En équilibre entre les deux parties, il y a quelques très beaux plans de temps suspendu parmi lesquels celui de Sarah en attente de l'explosion d'une tour de la Défense, le visage impassible. On aura assez rapidement compris que le projet est une attaque terroriste simultanée dans quatre lieux stratégiques de Paris.
Attente : tuer le temps
Dès le début de la seconde partie du film la notion du temps change complètement. Reclus volontaires à l'intérieur de La Samaritaine où un de leur complice est vigile, André, David, Sarah, Mika, Yacine, Sabrina et Samir ont la nuit devant eux pour attendre que le vent de panique balaie la capitale.

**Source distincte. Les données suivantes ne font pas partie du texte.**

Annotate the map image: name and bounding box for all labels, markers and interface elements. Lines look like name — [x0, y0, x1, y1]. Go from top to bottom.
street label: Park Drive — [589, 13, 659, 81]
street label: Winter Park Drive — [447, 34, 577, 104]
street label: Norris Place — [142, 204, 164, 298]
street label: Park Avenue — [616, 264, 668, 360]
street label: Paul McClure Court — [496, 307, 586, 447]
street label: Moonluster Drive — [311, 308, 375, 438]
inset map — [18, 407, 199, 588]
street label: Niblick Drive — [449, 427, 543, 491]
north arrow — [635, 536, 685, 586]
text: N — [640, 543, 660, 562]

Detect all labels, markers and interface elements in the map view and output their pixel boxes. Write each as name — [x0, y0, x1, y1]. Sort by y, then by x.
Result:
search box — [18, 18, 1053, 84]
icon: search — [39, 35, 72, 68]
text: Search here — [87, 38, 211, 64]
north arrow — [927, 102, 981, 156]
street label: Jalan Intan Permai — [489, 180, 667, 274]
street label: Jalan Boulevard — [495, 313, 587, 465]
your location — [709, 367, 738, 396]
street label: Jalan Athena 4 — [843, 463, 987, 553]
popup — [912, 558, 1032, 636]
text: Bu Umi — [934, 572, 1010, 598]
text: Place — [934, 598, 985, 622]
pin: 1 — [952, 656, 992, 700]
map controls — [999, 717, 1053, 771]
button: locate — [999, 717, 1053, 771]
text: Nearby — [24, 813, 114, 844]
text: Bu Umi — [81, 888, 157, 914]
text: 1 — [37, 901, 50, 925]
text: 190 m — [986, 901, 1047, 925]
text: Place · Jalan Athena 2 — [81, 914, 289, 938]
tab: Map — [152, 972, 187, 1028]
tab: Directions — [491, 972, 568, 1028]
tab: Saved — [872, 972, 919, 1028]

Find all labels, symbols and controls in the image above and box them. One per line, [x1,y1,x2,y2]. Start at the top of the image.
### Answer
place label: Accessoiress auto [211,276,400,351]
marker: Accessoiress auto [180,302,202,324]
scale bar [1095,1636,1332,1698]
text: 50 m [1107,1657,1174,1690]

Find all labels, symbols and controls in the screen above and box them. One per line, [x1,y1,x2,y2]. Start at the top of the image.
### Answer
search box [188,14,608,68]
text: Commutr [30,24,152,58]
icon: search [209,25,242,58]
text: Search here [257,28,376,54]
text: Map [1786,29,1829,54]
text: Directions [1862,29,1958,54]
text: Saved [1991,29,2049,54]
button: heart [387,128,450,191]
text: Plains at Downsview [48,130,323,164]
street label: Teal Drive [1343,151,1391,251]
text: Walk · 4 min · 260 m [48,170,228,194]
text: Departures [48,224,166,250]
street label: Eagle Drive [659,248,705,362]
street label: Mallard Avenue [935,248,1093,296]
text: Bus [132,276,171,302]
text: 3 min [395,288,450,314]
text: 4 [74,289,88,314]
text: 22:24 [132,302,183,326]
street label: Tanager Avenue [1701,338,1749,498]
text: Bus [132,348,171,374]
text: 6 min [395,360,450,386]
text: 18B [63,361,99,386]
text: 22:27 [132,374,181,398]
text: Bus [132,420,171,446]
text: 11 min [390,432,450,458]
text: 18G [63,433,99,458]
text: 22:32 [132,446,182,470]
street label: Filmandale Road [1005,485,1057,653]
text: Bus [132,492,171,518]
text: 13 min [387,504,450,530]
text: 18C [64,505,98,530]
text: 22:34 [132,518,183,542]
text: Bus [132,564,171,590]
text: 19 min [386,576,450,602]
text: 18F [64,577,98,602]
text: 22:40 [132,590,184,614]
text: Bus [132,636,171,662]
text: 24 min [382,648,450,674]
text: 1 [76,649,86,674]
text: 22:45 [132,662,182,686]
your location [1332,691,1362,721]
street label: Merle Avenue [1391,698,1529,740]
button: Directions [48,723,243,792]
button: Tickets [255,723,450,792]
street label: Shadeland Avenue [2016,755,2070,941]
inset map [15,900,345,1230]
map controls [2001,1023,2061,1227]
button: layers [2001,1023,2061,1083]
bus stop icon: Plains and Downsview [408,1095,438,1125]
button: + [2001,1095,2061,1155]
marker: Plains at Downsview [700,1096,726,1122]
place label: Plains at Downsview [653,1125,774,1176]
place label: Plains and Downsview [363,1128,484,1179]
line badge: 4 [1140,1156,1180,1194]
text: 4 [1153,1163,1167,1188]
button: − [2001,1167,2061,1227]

A la fermeture du magasin, on les voit, tels des fantômes, redonner vit à leurs corps cachés et prendre peu à peu possession des lieux. Alors que chaque seconde comptait au début du film, elles vont dorénavant paraître longues à tout le monde (sauf au spectateur !), Bertrand Bonello faisant à plusieurs reprises bégayer la trotteuse pour mieux décliner des instants fugaces mais incisifs selon différents points de vue. Le réalisateur va surtout faire du grand magasin son terrain de jeu. Il convient de louer le travail somptueux de la décoratrice Katia Wyszkop. Pendant plus d'une heure, le film devient immense, la mise en scène parvient à la fois à rendre l'espace ludique et peu à peu à le refermer comme un piège claustrophobique sur ses personnages. Mika se perd dans les escaliers, Yacine tourne en rond dans son kart. Bonello, génial chef d'orchestre, travaille l'espace, les lumières, la bande son et se joue de tous les possibles du grand magasin (écrans de télévision, jouets, prêt-à-porter...) pour lever le voile sur les personnalités de ces très jeunes gens. En apprentis terroristes appliqués, ils viennent de mettre littéralement le feu aux poudres, "plus rien de sera comme avant" dit Samir mais nulle idéologie ne sortira de leur bouche, nul discours. Tout est comme si leur "nuit bleue" avait pour objectif de marquer les esprits, d'opérer une cassure en imaginant que d'autres donneront suite au mouvement dans une sorte de cadavre exquis révolutionnaire. Bonello ne les juge pas, il ne les sauvera pas non plus. De corps inertes en corps inertes, tels des zombies, ils auront traversé cette seconde partie en chantant, riant, buvant, baisant.
Entre polar et film de genre, Nocturama est un film d'une maîtrise ahurissante qui offre au spectateur la part de spectacle que le titre annonçait (suffixe du grec ancien horama : spectacle). Le film est un choc esthétique dont je parie qu'il constituera auprès de certain(e)s une porte d'entrée vers la cinéphilie.